A grid refinement study of an actual hydrocarbon miscible gas injection improved oil recovery project was made using an equation-of-state compositional reservoir simulator developed at The University of Texas (UTCOMP). A vertical cross- section of this massive carbonate reservoir was simulated using up to 95 permeability layers based upon an extensive characterization program done by Conoco Inc. The primary motivation of this study was to determine the dependence of the predicted oil recovery on the gridblock size. The initial expectation based upon the literature was that if very large gridblock sizes were used in a study planned to be done with a commercial reservoir simulator using conventional one-point upstream weighting and no physical dispersion, then the results would not be very accurate.
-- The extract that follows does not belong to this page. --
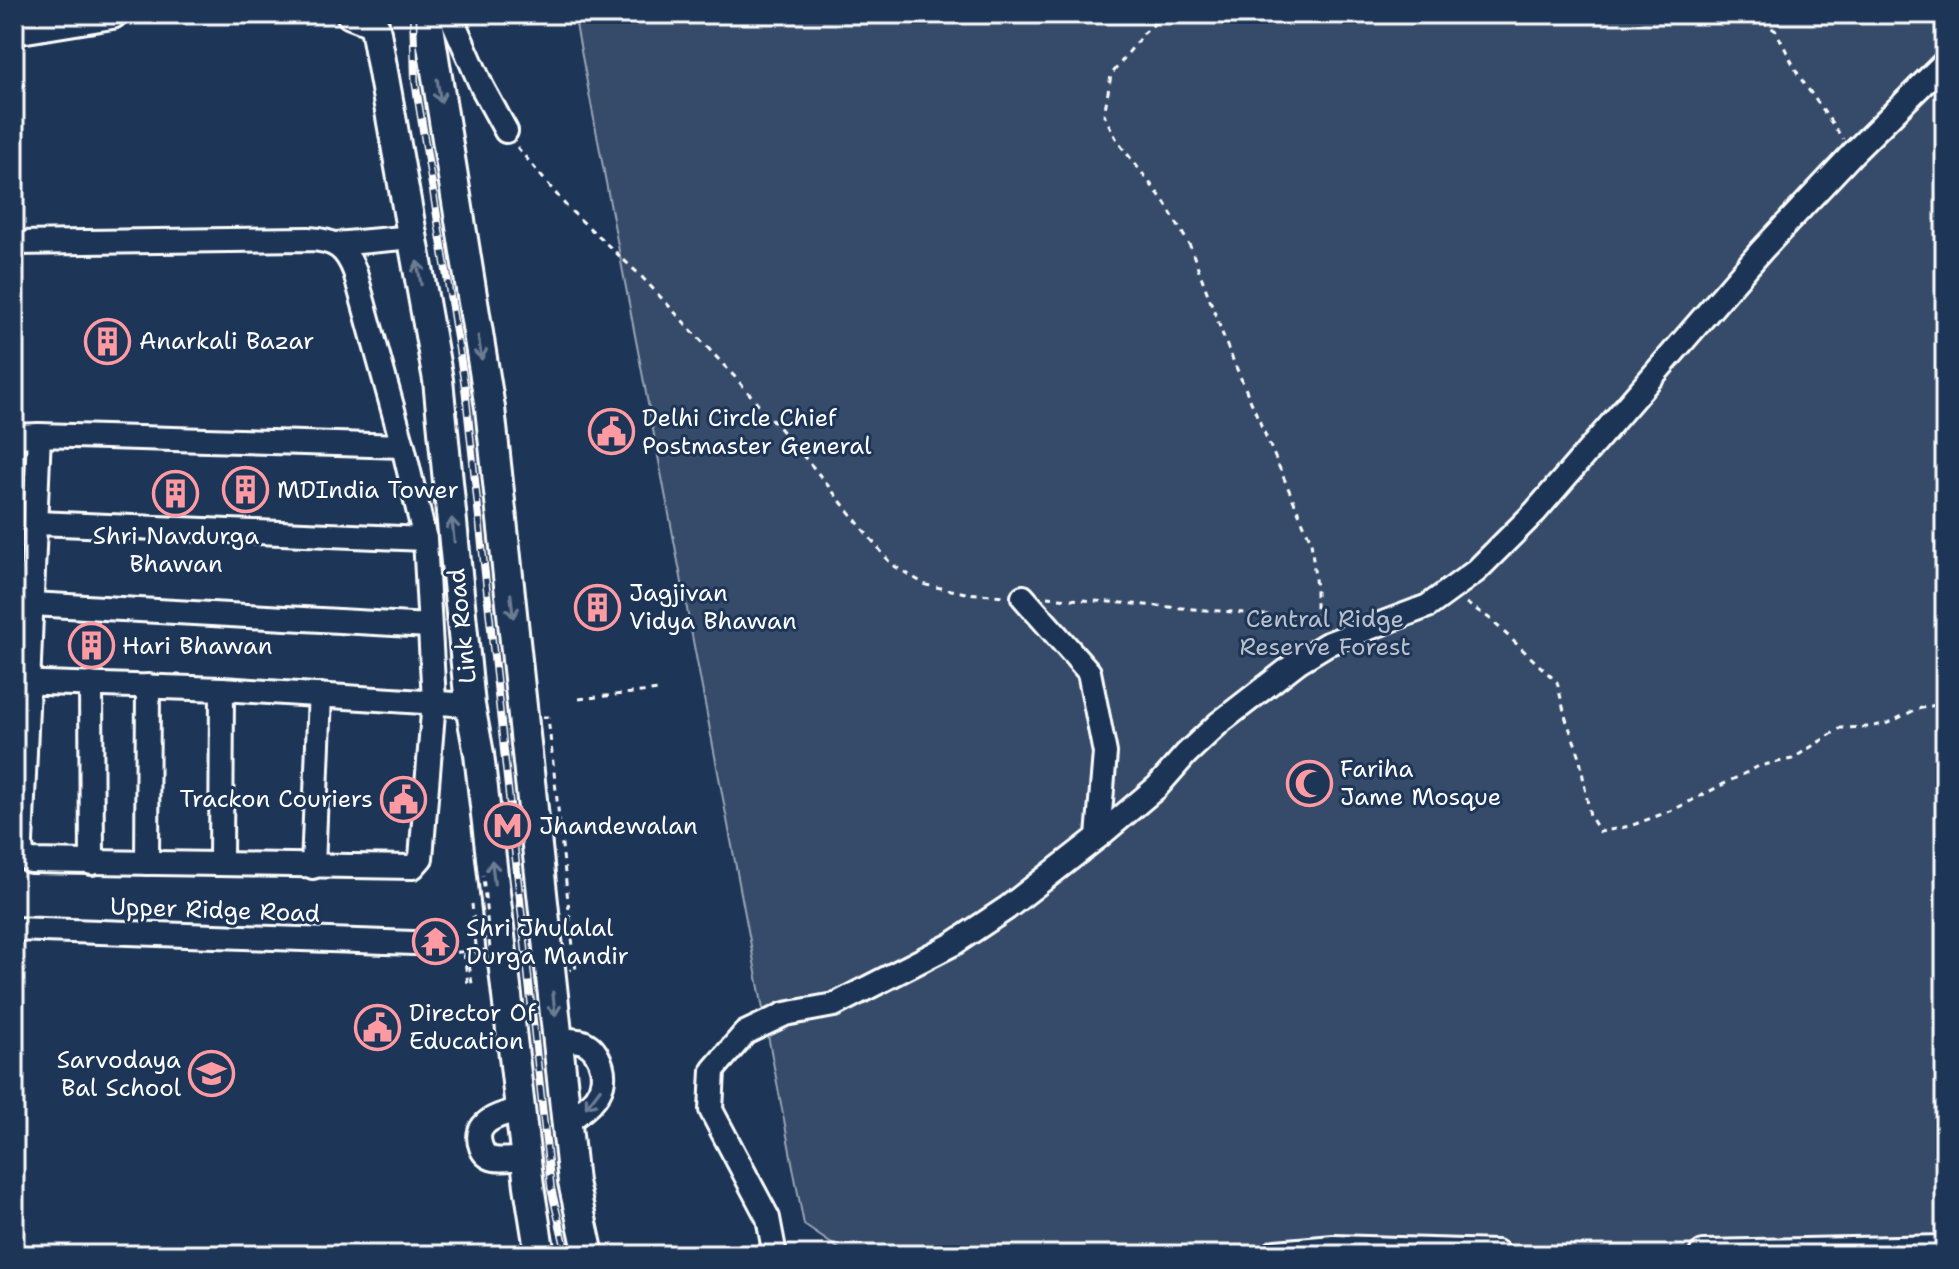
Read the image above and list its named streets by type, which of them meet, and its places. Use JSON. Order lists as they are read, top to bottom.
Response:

This is because of numerical dispersion, especially since this was a multiple contact miscible (MCM) process requiring flash calculations in large gridblocks UTCOMP has a third-order-correct finite-difference approximation option and both this option and one-point upstream weighting were used so that comparisons could be made and plans made for what gridblock size to use with the commercial simulator. Contrary to what is in the literature, our results show that the effect of numerical dispersion is very problem dependent and not always large even for an MCM process. For the reservoir studied, our simulations show that the oil recovery is quite insensitive to mesh refinement at both low pressure, below minimum miscibility pressure (MMP), and high pressure. UTCOMP showed very nice linear convergence when the grid was refined. This is not true for all simulators and must be checked, and it is very important. We also found that surprisingly large gridblocks (up to 100 feet in the flow direction) can be used in this case before the errors in oil recovery become large, and that there was not very much difference between third-order and first-order approximations. We think that this is due to the dominance of the layering, and so both an accurate reservoir description and a careful grid refinement must be made on each problem. This has new and very important implications with respect to how field studies of miscible floods should be done and how accurate they will be in predicting the oil recovery.

Introduction

It is well recognized that physical dispersion is important in miscible gas displacements. Most of the commercial finite-difference compositional simulators currently available for miscible flood predictions and designs use either the one-point or two-point upstream weighting scheme to evaluate the coefficients of the convective terms and thus are subject to large truncation errors resulting in what is commonly known as numerical dispersion. However, the artificial numerical dispersion introduced by the one-point upstream weighting scheme, which in one-dimensional problems is approximately equivalent to a physical dispersivity of x/2, is often larger than the true physical dispersion unless very small gridblocks are used. Consequently, in reservoir-scale problems, gridblock size would have to be intractably small for the numerical dispersion to be on the order of realistic physical dispersion. In addition to grid size, the magnitude of this numerical dispersion is also sensitive to grid orientation. The two-point upstream method produces more accurate results than the one-point upstream method, but the numerical dispersion and grid orientation effects are not eliminated.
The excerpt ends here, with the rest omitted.